THE TASK
Among the records, which lines include "stream"? List them.

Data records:
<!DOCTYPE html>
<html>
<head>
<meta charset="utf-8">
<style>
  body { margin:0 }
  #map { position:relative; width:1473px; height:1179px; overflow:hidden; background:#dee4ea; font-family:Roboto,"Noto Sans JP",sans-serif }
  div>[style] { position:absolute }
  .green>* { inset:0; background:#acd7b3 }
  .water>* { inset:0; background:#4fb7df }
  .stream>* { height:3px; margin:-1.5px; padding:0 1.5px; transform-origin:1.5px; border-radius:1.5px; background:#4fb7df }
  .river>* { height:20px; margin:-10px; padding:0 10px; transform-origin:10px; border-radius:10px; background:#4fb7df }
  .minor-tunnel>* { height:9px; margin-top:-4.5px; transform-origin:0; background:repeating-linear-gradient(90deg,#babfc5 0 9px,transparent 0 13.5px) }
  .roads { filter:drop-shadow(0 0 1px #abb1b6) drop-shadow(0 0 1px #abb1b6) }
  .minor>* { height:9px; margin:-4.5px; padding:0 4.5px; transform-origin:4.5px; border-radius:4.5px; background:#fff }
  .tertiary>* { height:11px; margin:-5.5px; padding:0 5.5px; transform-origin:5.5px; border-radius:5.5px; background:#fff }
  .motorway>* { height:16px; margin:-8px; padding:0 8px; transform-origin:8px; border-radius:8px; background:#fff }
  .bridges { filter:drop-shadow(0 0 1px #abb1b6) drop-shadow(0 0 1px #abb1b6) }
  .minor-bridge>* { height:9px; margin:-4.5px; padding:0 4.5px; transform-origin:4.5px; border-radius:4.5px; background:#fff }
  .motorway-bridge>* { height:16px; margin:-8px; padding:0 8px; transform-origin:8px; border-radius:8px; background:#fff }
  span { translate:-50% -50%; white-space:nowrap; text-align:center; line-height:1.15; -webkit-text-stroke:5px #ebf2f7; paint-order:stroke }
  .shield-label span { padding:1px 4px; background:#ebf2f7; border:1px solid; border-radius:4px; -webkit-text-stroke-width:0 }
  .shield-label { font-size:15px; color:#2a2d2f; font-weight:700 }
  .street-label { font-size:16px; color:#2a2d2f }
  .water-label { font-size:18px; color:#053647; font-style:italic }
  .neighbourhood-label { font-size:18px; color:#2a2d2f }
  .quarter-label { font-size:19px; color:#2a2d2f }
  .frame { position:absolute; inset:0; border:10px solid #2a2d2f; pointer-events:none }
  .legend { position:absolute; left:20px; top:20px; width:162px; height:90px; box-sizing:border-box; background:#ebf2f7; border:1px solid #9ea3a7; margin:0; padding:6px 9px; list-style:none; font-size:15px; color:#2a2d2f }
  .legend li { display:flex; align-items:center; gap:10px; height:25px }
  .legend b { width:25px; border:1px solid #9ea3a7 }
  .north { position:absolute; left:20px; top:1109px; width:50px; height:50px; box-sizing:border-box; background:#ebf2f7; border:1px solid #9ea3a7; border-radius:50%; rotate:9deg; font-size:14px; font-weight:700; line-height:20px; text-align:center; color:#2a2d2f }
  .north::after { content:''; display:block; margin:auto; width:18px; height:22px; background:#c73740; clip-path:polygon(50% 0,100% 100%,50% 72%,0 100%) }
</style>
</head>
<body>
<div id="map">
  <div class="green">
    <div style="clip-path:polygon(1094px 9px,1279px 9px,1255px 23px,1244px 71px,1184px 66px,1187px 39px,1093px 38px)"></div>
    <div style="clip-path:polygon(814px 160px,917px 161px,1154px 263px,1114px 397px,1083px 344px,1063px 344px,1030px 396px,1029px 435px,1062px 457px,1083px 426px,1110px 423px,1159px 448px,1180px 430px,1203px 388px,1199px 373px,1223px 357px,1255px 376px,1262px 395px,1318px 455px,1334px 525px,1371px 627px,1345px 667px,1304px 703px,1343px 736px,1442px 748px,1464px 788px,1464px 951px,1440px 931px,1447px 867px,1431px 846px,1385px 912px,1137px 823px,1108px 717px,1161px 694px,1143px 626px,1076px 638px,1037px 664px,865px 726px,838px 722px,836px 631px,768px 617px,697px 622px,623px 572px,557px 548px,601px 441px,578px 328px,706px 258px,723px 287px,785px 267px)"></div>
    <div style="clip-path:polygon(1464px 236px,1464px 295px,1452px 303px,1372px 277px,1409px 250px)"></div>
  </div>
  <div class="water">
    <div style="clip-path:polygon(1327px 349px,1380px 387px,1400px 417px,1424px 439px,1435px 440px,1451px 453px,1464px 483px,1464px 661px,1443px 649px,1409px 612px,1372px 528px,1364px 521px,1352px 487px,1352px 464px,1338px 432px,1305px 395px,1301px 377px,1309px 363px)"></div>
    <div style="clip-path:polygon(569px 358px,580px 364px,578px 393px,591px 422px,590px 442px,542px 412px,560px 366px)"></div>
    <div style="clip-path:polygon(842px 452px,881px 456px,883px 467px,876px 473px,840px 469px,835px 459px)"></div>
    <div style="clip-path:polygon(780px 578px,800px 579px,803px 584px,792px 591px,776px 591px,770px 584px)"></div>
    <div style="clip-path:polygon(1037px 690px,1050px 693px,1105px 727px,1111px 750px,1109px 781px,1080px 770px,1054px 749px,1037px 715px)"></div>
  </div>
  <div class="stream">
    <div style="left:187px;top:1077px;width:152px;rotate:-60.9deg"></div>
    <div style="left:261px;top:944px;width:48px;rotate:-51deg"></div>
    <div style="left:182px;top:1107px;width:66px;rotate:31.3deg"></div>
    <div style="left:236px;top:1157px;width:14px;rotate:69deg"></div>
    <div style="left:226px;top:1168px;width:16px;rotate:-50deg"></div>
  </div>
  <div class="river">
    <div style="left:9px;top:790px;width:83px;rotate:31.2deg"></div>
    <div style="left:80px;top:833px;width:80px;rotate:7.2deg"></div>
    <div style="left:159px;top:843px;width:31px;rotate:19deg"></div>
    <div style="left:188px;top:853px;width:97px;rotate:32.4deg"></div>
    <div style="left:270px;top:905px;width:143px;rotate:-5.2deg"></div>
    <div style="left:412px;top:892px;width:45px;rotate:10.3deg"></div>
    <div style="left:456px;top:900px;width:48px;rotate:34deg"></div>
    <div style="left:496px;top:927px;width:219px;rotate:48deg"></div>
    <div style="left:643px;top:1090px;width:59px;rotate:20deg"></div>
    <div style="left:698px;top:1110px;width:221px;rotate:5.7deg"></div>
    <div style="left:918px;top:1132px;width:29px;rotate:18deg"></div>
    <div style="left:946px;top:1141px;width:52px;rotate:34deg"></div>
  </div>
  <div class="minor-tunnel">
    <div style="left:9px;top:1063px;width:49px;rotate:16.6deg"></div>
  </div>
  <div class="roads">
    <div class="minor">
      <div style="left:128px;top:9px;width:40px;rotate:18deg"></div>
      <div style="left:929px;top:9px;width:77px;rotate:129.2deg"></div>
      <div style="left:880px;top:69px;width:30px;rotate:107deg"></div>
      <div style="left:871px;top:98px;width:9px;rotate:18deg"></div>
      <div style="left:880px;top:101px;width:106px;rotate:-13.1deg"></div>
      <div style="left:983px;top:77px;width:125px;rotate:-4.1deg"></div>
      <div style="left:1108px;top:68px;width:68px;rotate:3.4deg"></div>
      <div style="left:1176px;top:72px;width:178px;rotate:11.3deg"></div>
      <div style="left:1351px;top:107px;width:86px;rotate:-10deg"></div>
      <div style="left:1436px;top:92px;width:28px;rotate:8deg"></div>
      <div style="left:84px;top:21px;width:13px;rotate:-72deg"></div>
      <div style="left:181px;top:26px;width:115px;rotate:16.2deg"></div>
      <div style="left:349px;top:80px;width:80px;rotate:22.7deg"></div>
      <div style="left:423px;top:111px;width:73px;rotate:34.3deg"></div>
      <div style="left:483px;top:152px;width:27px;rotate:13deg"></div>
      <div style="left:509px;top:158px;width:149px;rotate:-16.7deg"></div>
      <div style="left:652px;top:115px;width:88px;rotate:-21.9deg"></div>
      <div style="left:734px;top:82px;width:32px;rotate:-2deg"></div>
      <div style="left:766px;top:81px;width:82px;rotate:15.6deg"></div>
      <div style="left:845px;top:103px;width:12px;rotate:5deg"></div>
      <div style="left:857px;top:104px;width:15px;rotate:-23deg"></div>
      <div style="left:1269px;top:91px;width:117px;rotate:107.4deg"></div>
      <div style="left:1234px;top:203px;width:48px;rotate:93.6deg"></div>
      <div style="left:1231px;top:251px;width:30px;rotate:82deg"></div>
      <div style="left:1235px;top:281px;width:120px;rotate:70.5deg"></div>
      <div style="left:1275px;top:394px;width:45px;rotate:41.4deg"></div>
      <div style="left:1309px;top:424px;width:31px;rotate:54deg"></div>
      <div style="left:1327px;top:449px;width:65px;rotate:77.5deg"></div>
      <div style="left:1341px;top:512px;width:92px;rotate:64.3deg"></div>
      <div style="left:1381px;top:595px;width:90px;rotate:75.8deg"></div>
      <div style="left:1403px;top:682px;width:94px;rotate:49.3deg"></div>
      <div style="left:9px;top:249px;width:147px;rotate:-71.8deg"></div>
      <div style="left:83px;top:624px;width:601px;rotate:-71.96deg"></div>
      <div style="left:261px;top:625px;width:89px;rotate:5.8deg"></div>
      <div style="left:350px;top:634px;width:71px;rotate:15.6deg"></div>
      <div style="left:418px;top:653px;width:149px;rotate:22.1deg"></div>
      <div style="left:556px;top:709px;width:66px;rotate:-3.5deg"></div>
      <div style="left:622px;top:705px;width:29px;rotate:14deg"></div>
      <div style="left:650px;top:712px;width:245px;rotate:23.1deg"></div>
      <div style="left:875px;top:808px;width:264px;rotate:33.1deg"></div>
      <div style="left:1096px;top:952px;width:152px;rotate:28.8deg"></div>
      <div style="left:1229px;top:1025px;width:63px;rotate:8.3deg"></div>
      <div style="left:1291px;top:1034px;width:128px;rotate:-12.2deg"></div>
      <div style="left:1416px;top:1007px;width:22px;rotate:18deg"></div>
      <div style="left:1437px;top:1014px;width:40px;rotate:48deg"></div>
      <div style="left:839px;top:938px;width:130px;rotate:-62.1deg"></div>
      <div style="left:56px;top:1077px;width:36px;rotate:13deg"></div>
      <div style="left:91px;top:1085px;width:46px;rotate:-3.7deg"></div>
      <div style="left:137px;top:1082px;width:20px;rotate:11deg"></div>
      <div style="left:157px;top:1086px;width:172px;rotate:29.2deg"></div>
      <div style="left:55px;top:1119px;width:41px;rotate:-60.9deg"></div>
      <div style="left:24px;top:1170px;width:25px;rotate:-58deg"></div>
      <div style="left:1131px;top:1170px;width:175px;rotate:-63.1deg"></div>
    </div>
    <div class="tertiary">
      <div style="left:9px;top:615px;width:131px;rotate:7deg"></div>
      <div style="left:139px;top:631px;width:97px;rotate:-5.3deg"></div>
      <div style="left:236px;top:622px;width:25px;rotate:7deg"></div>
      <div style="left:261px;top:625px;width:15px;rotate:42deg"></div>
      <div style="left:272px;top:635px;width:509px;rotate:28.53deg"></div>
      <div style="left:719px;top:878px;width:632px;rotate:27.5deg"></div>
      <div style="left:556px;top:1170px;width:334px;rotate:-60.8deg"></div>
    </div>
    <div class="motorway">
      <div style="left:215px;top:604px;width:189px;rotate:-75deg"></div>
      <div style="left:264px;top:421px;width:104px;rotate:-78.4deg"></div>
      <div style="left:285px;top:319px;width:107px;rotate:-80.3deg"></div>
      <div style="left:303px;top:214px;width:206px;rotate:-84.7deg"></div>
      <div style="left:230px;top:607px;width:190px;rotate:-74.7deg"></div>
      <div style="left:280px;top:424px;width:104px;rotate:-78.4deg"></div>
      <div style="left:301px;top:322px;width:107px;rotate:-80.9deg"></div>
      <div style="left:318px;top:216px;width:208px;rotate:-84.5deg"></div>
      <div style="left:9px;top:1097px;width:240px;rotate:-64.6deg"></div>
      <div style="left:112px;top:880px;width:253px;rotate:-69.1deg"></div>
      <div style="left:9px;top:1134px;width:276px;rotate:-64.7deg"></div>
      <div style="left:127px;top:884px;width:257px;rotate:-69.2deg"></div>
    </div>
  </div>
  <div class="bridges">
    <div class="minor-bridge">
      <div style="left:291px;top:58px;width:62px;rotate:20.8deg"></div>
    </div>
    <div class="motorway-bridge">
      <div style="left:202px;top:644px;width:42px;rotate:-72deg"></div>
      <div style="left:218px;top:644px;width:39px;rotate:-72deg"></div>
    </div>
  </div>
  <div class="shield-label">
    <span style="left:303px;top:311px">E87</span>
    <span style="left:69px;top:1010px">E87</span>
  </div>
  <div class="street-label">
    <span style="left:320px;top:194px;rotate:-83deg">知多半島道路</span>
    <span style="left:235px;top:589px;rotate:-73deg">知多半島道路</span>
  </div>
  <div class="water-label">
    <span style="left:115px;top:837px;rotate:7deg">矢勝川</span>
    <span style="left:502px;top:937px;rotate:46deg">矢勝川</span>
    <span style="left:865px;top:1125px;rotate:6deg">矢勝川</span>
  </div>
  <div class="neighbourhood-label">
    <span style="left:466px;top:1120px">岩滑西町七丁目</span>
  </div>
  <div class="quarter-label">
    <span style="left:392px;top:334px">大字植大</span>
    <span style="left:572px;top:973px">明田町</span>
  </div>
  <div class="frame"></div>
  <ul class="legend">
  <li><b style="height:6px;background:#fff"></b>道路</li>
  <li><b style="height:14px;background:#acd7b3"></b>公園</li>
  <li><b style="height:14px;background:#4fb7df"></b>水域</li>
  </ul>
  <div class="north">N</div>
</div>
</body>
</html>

RESULT BELOW
  .stream>* { height:3px; margin:-1.5px; padding:0 1.5px; transform-origin:1.5px; border-radius:1.5px; background:#4fb7df }
  <div class="stream">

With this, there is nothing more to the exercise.